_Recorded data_
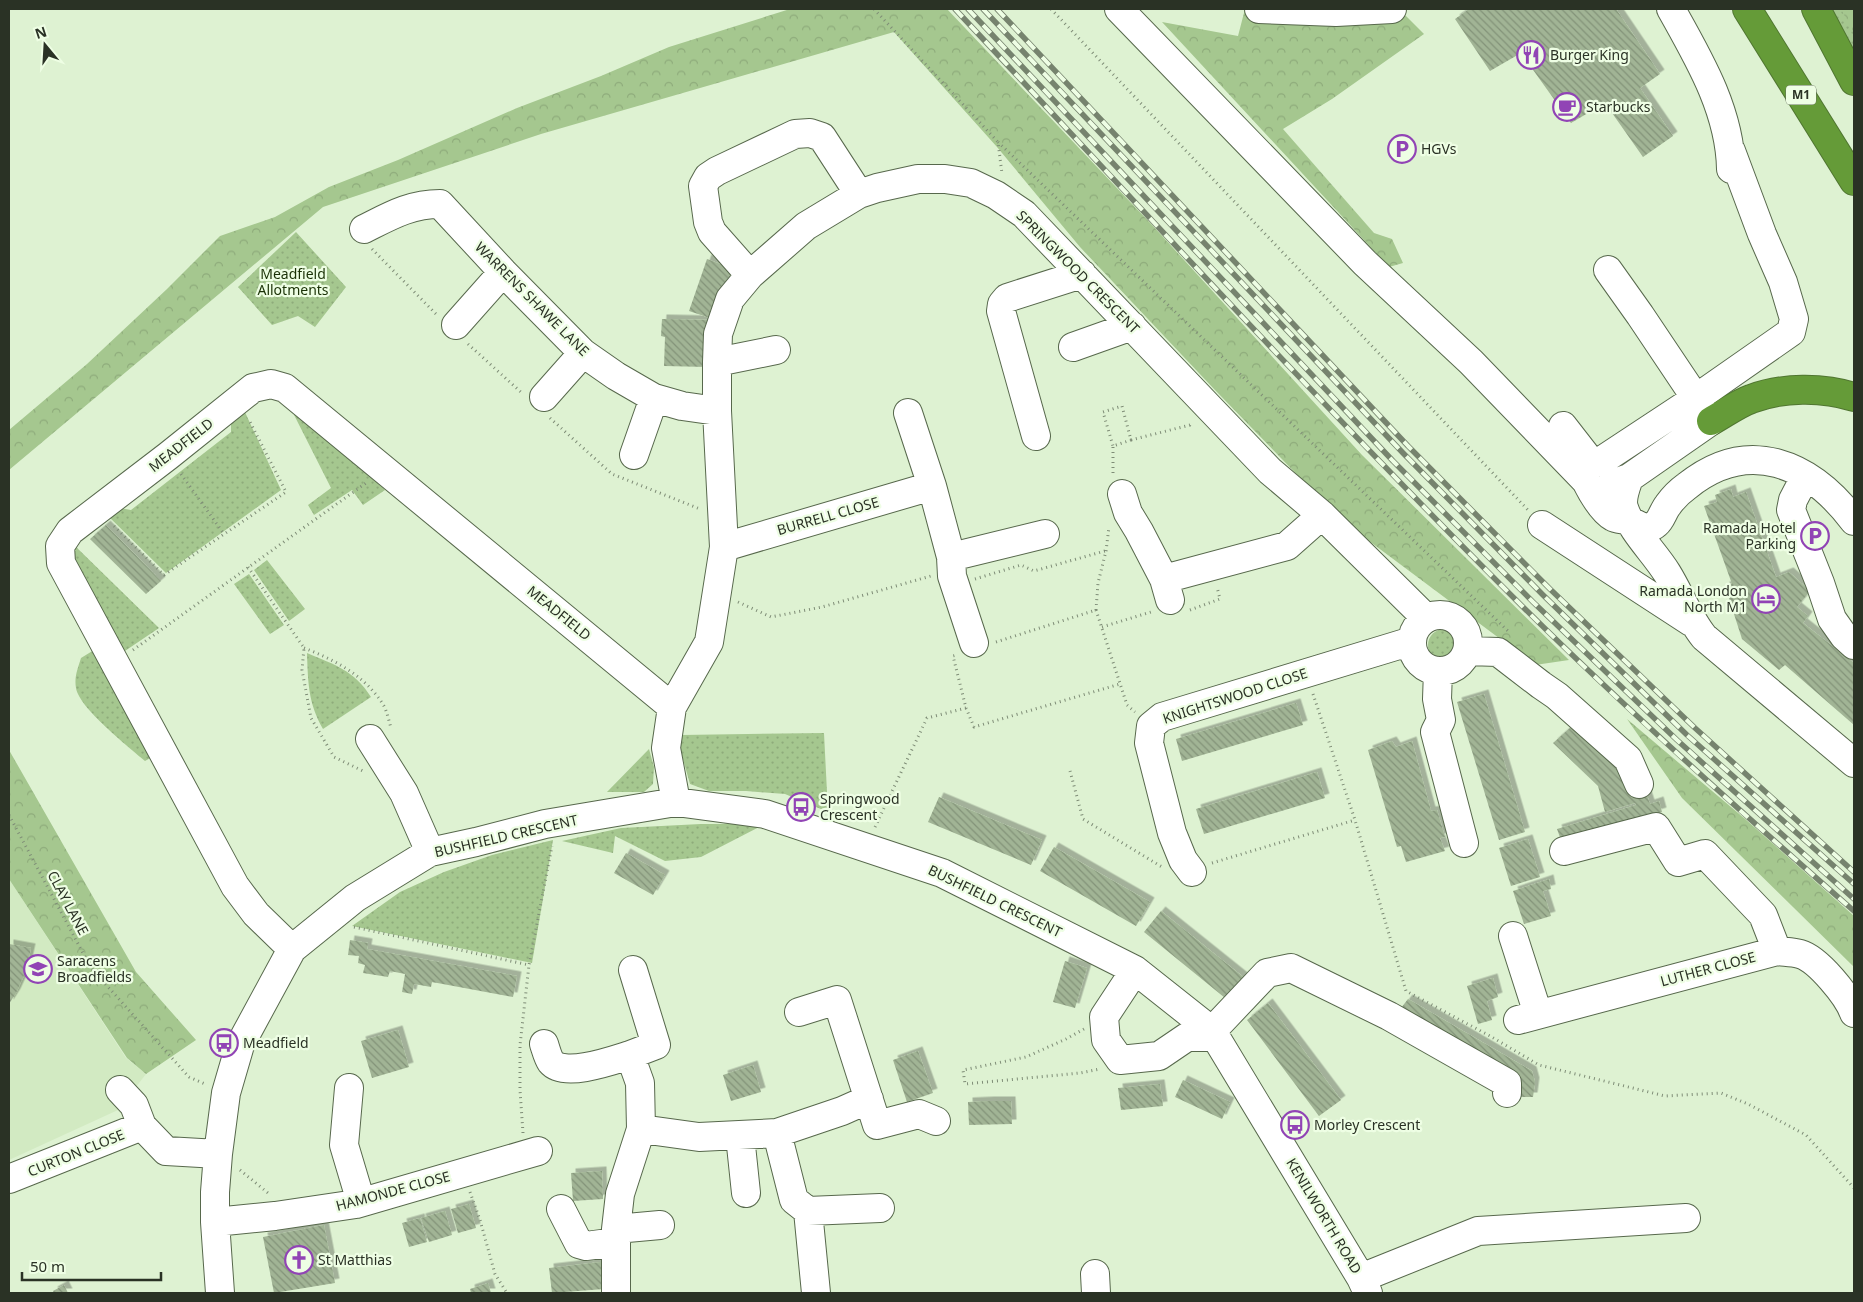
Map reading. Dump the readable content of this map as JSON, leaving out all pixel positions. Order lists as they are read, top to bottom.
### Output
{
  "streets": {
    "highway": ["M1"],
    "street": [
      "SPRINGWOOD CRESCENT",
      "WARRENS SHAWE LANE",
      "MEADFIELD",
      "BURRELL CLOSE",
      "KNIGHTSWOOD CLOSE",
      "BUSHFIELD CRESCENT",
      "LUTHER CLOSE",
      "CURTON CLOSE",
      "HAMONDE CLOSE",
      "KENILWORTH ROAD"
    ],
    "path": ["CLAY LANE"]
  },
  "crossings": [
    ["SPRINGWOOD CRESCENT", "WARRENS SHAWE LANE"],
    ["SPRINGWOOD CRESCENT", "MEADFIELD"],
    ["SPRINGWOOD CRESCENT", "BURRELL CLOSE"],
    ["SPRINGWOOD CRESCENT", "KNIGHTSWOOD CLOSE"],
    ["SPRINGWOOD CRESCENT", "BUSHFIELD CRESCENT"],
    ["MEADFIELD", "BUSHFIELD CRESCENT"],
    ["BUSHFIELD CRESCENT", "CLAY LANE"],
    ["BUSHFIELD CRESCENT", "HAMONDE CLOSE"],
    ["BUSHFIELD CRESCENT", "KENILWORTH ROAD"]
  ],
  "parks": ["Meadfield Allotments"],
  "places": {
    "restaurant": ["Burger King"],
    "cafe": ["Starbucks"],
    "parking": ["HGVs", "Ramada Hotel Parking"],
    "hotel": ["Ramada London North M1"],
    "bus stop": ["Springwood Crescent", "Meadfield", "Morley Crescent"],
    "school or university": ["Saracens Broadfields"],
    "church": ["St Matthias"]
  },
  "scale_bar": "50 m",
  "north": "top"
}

_Task prompt_
All of the data gets printed again exactly; the pictures do not.

_Answer box_
Map reading. Dump the readable content of this map as JSON, leaving out all pixel positions. Order lists as they are read, top to bottom.
### Output
{
  "streets": {
    "highway": ["M1"],
    "street": [
      "SPRINGWOOD CRESCENT",
      "WARRENS SHAWE LANE",
      "MEADFIELD",
      "BURRELL CLOSE",
      "KNIGHTSWOOD CLOSE",
      "BUSHFIELD CRESCENT",
      "LUTHER CLOSE",
      "CURTON CLOSE",
      "HAMONDE CLOSE",
      "KENILWORTH ROAD"
    ],
    "path": ["CLAY LANE"]
  },
  "crossings": [
    ["SPRINGWOOD CRESCENT", "WARRENS SHAWE LANE"],
    ["SPRINGWOOD CRESCENT", "MEADFIELD"],
    ["SPRINGWOOD CRESCENT", "BURRELL CLOSE"],
    ["SPRINGWOOD CRESCENT", "KNIGHTSWOOD CLOSE"],
    ["SPRINGWOOD CRESCENT", "BUSHFIELD CRESCENT"],
    ["MEADFIELD", "BUSHFIELD CRESCENT"],
    ["BUSHFIELD CRESCENT", "CLAY LANE"],
    ["BUSHFIELD CRESCENT", "HAMONDE CLOSE"],
    ["BUSHFIELD CRESCENT", "KENILWORTH ROAD"]
  ],
  "parks": ["Meadfield Allotments"],
  "places": {
    "restaurant": ["Burger King"],
    "cafe": ["Starbucks"],
    "parking": ["HGVs", "Ramada Hotel Parking"],
    "hotel": ["Ramada London North M1"],
    "bus stop": ["Springwood Crescent", "Meadfield", "Morley Crescent"],
    "school or university": ["Saracens Broadfields"],
    "church": ["St Matthias"]
  },
  "scale_bar": "50 m",
  "north": "top"
}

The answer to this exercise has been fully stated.